[Opening PROVIDED INFORMATION section]
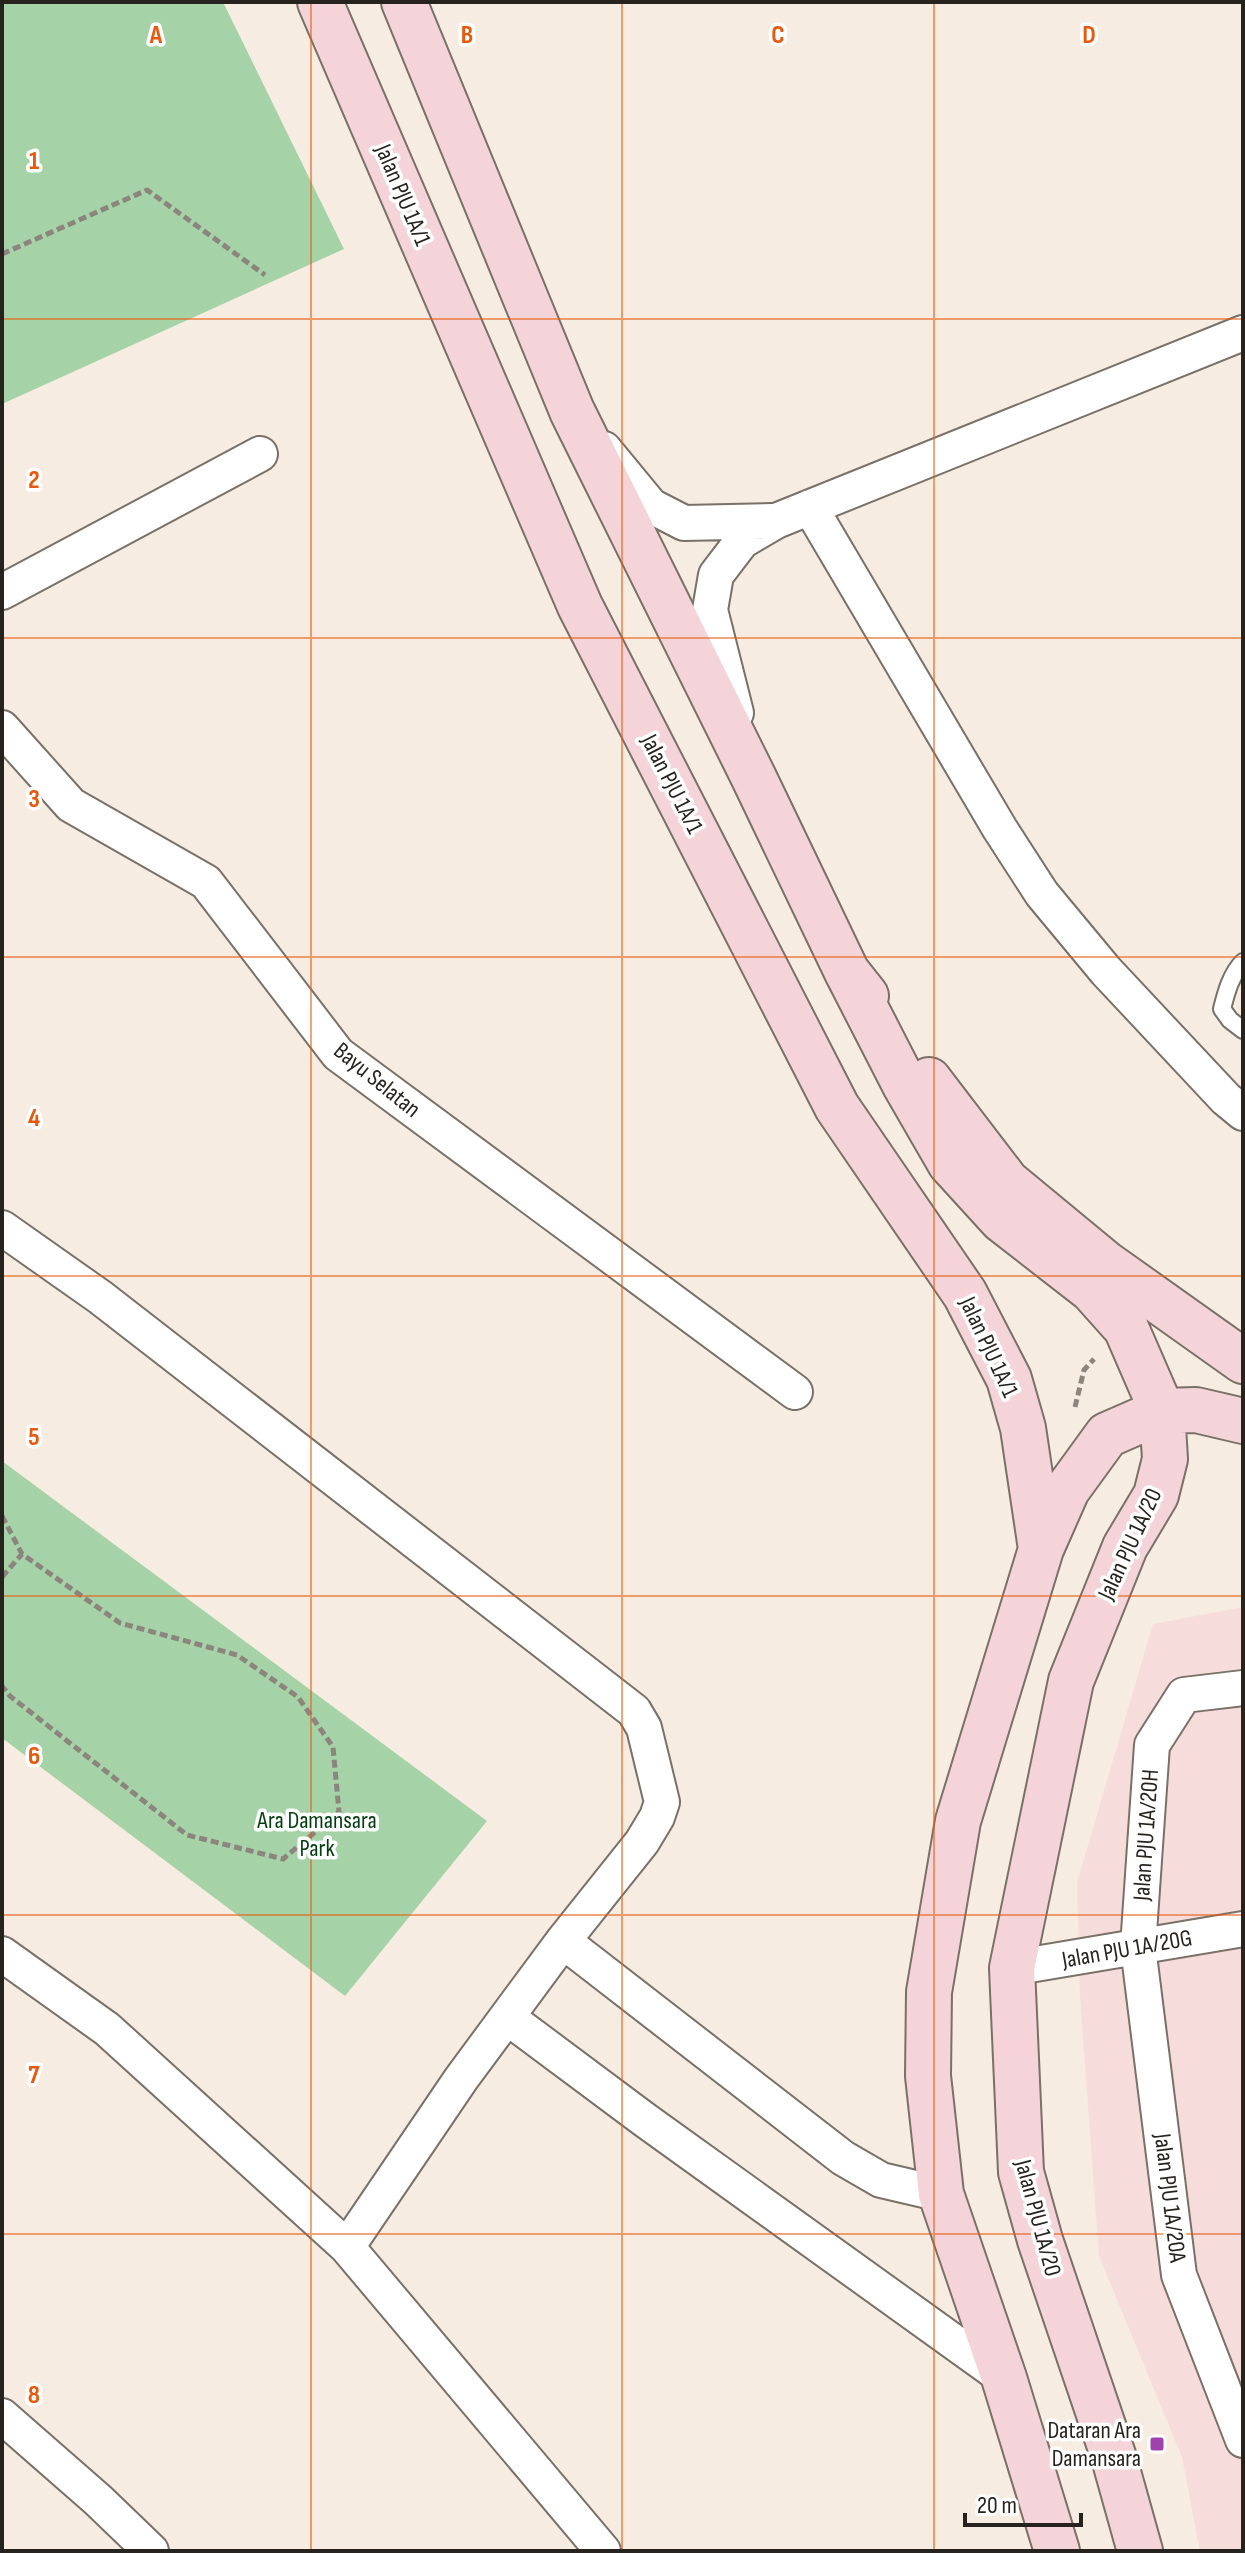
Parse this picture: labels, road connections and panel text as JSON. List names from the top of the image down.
{
  "streets": {
    "main road": ["Jalan PJU 1A/1", "Jalan PJU 1A/20"],
    "street": [
      "Bayu Selatan",
      "Jalan PJU 1A/20H",
      "Jalan PJU 1A/20G",
      "Jalan PJU 1A/20A"
    ]
  },
  "crossings": [
    ["Jalan PJU 1A/20", "Jalan PJU 1A/20G"],
    ["Jalan PJU 1A/20H", "Jalan PJU 1A/20G"],
    ["Jalan PJU 1A/20H", "Jalan PJU 1A/20A"],
    ["Jalan PJU 1A/20G", "Jalan PJU 1A/20A"]
  ],
  "parks": ["Ara Damansara Park"],
  "places": {
    "transit": ["Dataran Ara Damansara"]
  },
  "scale_bar": "20 m",
  "grid": {
    "columns": [
      "A",
      "B",
      "C",
      "D"
    ],
    "rows": [
      "1",
      "2",
      "3",
      "4",
      "5",
      "6",
      "7",
      "8"
    ]
  }
}
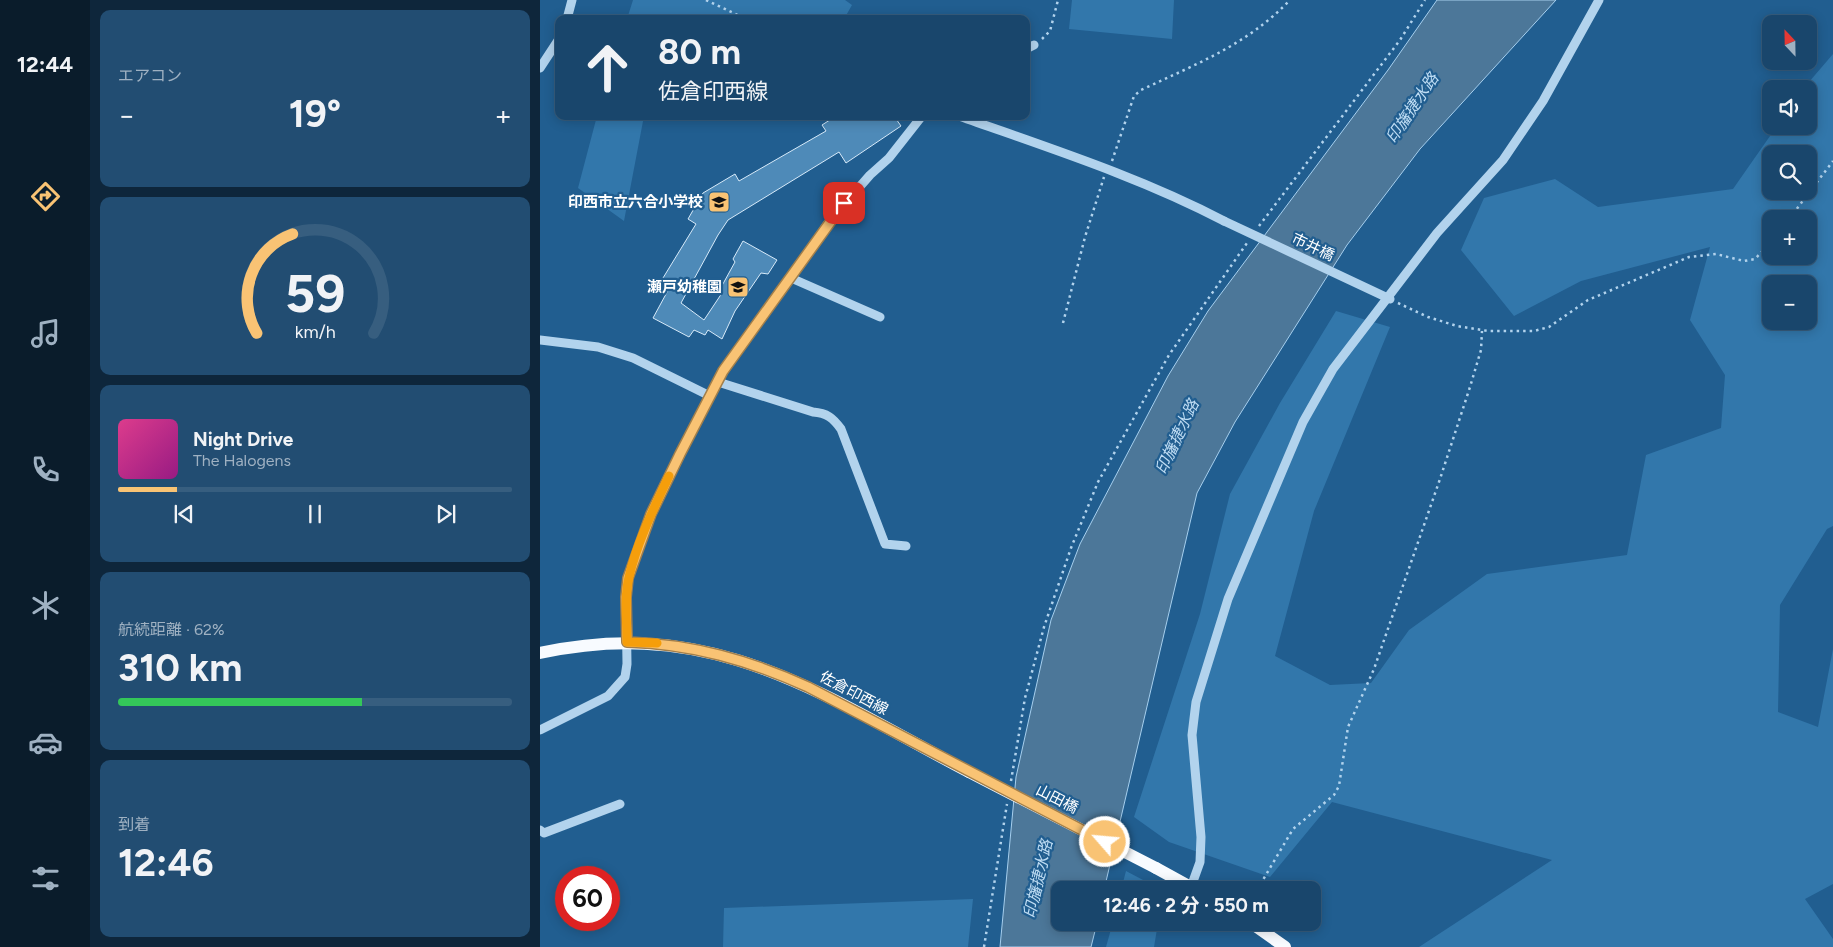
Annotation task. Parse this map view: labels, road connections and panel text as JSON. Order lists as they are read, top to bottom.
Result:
{
  "streets": {
    "main road": ["佐倉印西線", "山田橋"],
    "street": ["市井橋"]
  },
  "crossings": [
    ["佐倉印西線", "山田橋"]
  ],
  "water": ["印旛捷水路"],
  "places": {
    "school or university": ["印西市立六合小学校", "瀬戸幼稚園"]
  },
  "north": "top",
  "page": {
    "tabs": "12:44",
    "tile": [
      "エアコン",
      ["航続距離 · 62%", "310 km"],
      ["到着", "12:46"]
    ],
    "map_buttons": ["+", "−"],
    "turn": ["80 m", "佐倉印西線"],
    "heat": ["−", "19°", "+"],
    "song": ["Night Drive", "The Halogens"],
    "limit": "60",
    "trip": "12:46 · 2 分 · 550 m",
    "gauge": ["59", "km/h"]
  }
}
[Closing PROVIDED INFORMATION section]
TASK INSTRUCTIONS — Extract all lines of the records above that include "panel".

TASK OUTPUT —
Parse this picture: labels, road connections and panel text as JSON. List names from the top of the image down.
Annotation task. Parse this map view: labels, road connections and panel text as JSON. Order lists as they are read, top to bottom.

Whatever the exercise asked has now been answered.